Before Draper could ask who, much less why, Chaffee had whisked the photo off the wall, tucked it under his arm and walked out.
TWENTY-FOUR
Christopher Chaffee pounded on the door of Drake’s apartment. The door opened a crack and started to close again. Before it could shut, Chaffee pushed his way inside.
He had the impression that no one had moved since the first time he had spoken to Drake. Three young boys still sat slack-jawed before the television, transfixed by the images of their video game. Another stood behind the open door. The same boys as before?
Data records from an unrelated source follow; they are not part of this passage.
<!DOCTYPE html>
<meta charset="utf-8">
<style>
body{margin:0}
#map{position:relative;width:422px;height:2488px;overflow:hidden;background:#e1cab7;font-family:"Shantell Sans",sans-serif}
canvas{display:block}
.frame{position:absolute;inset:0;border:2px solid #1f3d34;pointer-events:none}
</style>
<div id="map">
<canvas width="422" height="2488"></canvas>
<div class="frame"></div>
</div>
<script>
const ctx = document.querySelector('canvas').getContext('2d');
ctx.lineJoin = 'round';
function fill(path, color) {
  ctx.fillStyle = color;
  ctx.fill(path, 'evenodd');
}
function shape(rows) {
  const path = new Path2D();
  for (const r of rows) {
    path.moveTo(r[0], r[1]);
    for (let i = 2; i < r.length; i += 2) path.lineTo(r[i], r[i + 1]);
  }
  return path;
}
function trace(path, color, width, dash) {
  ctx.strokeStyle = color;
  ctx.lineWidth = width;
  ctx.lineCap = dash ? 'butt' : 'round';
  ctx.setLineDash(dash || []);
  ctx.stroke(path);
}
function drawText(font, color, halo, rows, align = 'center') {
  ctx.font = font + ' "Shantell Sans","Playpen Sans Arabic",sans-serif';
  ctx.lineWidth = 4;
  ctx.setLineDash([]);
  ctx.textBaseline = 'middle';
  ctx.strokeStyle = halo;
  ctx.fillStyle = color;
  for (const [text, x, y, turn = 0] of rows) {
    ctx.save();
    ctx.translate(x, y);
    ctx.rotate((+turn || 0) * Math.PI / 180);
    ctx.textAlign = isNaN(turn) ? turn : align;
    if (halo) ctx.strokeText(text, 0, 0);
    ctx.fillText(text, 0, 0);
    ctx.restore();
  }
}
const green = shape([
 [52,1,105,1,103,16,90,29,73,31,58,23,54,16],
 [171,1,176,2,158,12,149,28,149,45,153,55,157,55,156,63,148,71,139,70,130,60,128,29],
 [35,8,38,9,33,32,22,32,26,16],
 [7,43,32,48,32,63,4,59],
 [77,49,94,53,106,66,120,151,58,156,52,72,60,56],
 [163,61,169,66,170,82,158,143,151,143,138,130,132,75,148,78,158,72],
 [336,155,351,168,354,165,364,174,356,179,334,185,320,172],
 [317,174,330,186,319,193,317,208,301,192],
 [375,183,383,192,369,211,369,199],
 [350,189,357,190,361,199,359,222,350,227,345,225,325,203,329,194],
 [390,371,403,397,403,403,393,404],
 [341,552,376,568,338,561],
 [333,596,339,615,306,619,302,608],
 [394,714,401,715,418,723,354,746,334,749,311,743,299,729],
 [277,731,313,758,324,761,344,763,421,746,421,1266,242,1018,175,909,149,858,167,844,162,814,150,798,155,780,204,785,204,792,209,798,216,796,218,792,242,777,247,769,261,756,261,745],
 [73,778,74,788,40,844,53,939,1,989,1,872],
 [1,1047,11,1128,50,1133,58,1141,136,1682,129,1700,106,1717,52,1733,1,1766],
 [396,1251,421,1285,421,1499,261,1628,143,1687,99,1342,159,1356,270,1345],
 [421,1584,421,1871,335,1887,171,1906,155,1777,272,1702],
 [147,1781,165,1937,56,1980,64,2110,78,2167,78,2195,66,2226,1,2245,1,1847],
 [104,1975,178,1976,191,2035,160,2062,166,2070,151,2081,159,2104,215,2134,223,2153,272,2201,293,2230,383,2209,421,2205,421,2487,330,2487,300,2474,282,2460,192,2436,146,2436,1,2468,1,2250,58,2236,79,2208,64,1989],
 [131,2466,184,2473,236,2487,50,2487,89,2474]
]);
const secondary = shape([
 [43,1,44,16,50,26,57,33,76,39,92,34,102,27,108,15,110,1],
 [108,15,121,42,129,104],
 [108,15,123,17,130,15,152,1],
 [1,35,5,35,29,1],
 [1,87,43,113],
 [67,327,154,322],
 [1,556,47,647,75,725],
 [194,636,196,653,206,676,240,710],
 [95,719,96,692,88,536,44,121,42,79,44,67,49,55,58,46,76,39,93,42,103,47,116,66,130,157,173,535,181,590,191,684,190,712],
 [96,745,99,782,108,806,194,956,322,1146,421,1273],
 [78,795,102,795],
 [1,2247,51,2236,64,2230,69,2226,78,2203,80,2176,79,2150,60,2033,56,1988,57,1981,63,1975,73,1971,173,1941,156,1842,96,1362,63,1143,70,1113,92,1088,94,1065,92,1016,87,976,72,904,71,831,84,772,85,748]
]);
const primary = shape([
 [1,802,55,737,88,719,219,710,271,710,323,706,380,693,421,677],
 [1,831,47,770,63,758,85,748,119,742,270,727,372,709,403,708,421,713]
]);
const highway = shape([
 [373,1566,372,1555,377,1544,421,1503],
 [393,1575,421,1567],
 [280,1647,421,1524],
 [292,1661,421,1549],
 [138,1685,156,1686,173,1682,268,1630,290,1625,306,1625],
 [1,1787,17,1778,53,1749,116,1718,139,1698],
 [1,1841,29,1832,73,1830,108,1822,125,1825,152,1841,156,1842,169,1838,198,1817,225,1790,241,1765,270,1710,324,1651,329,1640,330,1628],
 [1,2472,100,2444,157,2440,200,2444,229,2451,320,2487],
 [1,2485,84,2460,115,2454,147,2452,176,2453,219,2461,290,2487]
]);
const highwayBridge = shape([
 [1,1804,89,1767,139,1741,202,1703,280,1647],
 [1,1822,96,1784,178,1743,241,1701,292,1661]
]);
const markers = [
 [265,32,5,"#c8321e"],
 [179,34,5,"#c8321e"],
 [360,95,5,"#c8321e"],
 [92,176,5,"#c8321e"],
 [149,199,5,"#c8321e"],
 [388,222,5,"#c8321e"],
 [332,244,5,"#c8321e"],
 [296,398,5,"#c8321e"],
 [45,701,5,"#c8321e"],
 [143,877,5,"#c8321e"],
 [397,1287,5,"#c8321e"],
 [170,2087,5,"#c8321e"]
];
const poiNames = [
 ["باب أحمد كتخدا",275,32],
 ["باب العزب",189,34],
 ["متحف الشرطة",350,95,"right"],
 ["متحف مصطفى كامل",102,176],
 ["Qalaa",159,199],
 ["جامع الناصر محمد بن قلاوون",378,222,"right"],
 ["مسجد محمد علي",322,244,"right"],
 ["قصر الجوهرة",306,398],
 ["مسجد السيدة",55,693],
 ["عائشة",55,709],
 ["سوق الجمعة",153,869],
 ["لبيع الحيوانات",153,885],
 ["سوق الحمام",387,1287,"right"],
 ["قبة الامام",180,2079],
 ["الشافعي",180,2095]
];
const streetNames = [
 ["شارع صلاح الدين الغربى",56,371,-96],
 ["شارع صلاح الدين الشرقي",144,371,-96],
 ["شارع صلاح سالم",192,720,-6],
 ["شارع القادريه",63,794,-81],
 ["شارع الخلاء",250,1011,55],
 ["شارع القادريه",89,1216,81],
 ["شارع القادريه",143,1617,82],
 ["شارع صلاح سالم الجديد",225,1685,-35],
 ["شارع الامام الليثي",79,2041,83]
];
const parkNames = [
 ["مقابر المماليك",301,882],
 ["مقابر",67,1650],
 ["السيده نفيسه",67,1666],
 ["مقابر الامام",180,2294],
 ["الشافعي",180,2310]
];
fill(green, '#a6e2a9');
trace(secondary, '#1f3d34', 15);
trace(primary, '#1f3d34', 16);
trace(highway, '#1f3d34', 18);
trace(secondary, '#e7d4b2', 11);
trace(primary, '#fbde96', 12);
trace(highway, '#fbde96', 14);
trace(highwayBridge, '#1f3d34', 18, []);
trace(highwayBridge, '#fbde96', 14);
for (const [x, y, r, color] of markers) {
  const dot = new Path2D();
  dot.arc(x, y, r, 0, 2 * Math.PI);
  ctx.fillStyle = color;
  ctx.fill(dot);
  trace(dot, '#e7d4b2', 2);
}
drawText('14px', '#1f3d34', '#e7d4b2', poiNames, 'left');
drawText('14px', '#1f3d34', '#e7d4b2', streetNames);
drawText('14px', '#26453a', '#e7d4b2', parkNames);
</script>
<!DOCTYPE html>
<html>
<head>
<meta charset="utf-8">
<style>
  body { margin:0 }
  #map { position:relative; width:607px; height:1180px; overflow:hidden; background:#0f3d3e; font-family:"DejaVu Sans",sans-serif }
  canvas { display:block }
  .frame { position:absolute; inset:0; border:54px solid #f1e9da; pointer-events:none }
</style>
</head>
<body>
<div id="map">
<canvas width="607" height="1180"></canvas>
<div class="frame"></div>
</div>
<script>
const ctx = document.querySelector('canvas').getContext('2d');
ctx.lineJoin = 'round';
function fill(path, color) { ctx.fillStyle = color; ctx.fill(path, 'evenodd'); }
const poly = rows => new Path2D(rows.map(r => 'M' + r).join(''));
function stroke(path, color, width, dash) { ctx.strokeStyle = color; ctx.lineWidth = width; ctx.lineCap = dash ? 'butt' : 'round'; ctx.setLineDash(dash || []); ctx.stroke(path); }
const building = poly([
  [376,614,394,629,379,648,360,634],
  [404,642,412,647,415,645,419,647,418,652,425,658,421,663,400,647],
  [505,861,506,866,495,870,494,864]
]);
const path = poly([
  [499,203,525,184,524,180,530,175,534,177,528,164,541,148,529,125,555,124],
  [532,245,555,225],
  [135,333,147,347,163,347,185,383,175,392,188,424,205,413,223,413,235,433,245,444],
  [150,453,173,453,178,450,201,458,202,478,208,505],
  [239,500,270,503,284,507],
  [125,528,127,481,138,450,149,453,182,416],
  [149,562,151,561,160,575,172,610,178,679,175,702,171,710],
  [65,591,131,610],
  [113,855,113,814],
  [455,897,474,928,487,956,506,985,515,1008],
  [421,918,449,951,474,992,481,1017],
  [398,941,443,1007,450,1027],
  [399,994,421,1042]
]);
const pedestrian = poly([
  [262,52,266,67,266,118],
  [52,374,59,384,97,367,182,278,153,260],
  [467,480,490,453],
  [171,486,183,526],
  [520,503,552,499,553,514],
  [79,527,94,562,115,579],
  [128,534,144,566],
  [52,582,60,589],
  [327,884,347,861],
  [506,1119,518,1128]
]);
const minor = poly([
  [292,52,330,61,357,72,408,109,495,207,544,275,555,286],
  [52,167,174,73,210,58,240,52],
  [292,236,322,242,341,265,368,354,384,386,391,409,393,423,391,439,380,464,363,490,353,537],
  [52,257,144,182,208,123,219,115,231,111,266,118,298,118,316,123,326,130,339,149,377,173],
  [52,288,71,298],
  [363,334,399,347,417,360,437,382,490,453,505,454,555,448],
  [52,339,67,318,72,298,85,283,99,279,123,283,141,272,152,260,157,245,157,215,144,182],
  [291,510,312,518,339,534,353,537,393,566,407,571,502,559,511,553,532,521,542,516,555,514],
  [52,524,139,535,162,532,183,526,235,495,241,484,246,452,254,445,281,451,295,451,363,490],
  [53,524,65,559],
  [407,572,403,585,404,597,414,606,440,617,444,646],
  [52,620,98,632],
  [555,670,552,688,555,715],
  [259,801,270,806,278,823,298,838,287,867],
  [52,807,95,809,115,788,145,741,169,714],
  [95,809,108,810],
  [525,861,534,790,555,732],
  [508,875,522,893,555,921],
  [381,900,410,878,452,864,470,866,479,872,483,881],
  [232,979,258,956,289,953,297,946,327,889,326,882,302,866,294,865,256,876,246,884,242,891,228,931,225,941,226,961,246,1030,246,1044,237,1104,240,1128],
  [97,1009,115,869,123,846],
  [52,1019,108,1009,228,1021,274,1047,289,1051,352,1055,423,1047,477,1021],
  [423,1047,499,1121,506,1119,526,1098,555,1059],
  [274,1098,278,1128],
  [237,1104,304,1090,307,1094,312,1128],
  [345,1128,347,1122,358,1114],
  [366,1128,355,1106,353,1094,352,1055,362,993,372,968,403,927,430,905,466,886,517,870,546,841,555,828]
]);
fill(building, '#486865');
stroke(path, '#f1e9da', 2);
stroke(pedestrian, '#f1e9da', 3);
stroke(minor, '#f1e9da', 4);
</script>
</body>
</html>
It didn’t really matter.
As before, Drake sat on the couch, clutching the edges of a grimy bathrobe to his chest.
“Who are you?” Drake asked, the words barely audible.
Did he really not know? Chaffee decided that this didn’t matter, either.
A smirk appeared on the old man’s face and he drew two fingers along his cheek. “Someone hit you.”
“Shut up.” Chaffee stalked across the room straight at him. “You lied to me, you bastard.”
Drake slid across the couch as if he might run. The edgy insolence Chaffee had seen on his previous visit had vanished. Even the man’s vulgarity had deserted him.
The boys remained seated, fixed on the television screen.
Chaffee shoved the photo he had stolen from the Minzah into the Englishman’s face.
Drake put his hands up, as if afraid the American might strike him—or, Chaffee thought, to avoid looking at the picture.
Chaffee jabbed his finger at a seated figure in the photo. “Tell me that’s not you.”
“No.” Eyes bulging, Drake shook his head. “That’s Grant.”
After days of stumbling in the dark, Chaffee felt himself careening toward the truth like a skier racing downhill, gravity pulling him at frightening speed.